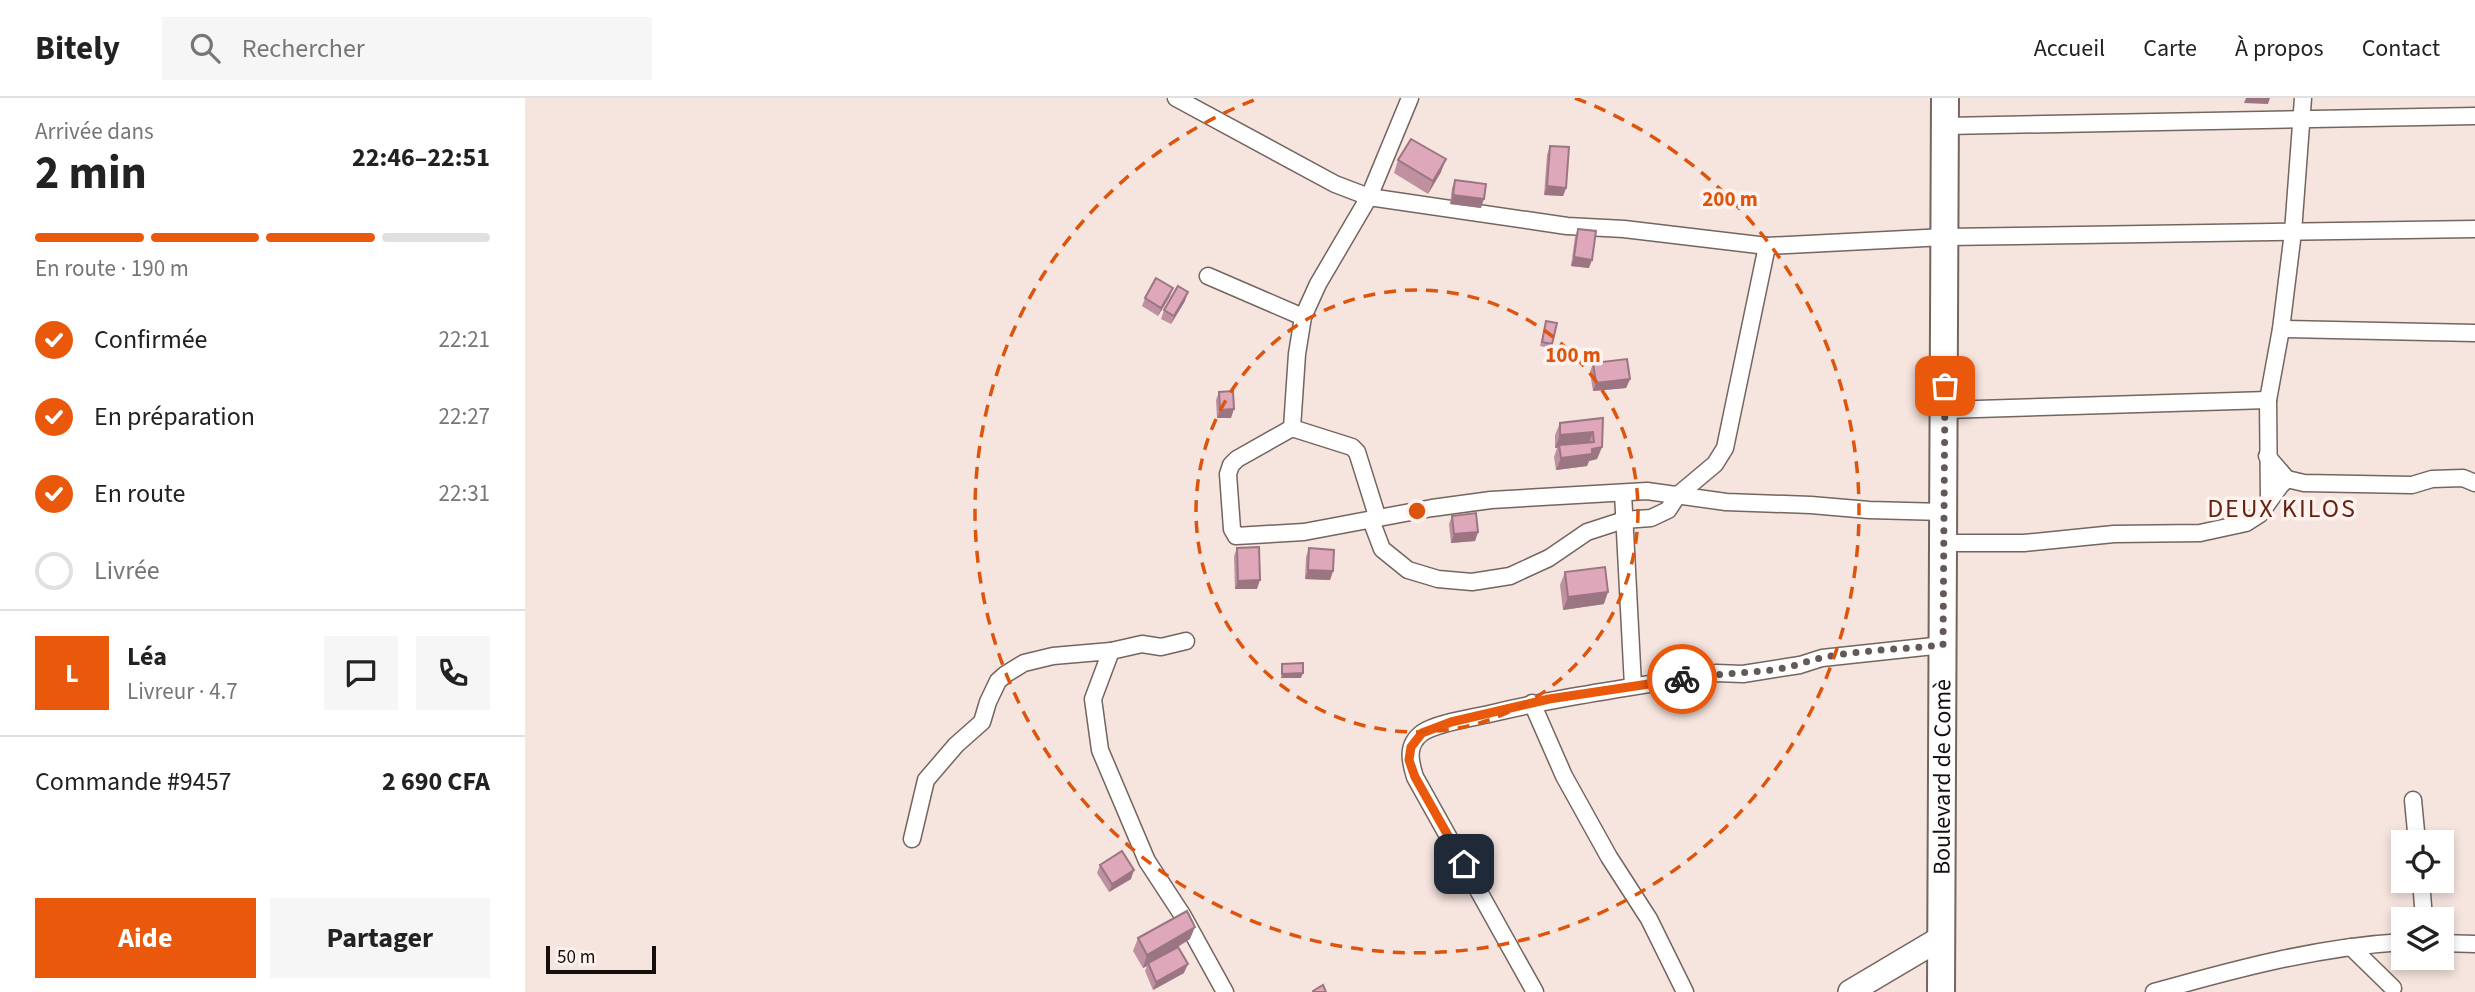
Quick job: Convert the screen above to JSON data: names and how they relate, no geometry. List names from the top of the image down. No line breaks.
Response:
{"streets":{"main road":["Boulevard de Comè"]},"districts":["DEUX KILOS"],"scale_bar":"50 m","page":{"header":"Bitely","search":"Rechercher","nav":["Accueil","Carte","À propos","Contact"],"heading":["2 min","Arrivée dans","22:46–22:51"],"panel":["Léa","Livreur · 4.7","Commande #9457","2 690 CFA"],"bar":"En route · 190 m","list":[["Confirmée","22:21"],["En préparation","22:27"],["En route","22:31"],"Livrée"],"round":"L","buttons":["Aide","Partager"],"scale":"50 m"},"rings":["200 m","100 m"]}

● PROBLEM TO WORK ON:
Set down the data above exactly as written. Omit the pictures.

● ANSWER TO THE EXERCISE:
Quick job: Convert the screen above to JSON data: names and how they relate, no geometry. List names from the top of the image down. No line breaks.
Response:
{"streets":{"main road":["Boulevard de Comè"]},"districts":["DEUX KILOS"],"scale_bar":"50 m","page":{"header":"Bitely","search":"Rechercher","nav":["Accueil","Carte","À propos","Contact"],"heading":["2 min","Arrivée dans","22:46–22:51"],"panel":["Léa","Livreur · 4.7","Commande #9457","2 690 CFA"],"bar":"En route · 190 m","list":[["Confirmée","22:21"],["En préparation","22:27"],["En route","22:31"],"Livrée"],"round":"L","buttons":["Aide","Partager"],"scale":"50 m"},"rings":["200 m","100 m"]}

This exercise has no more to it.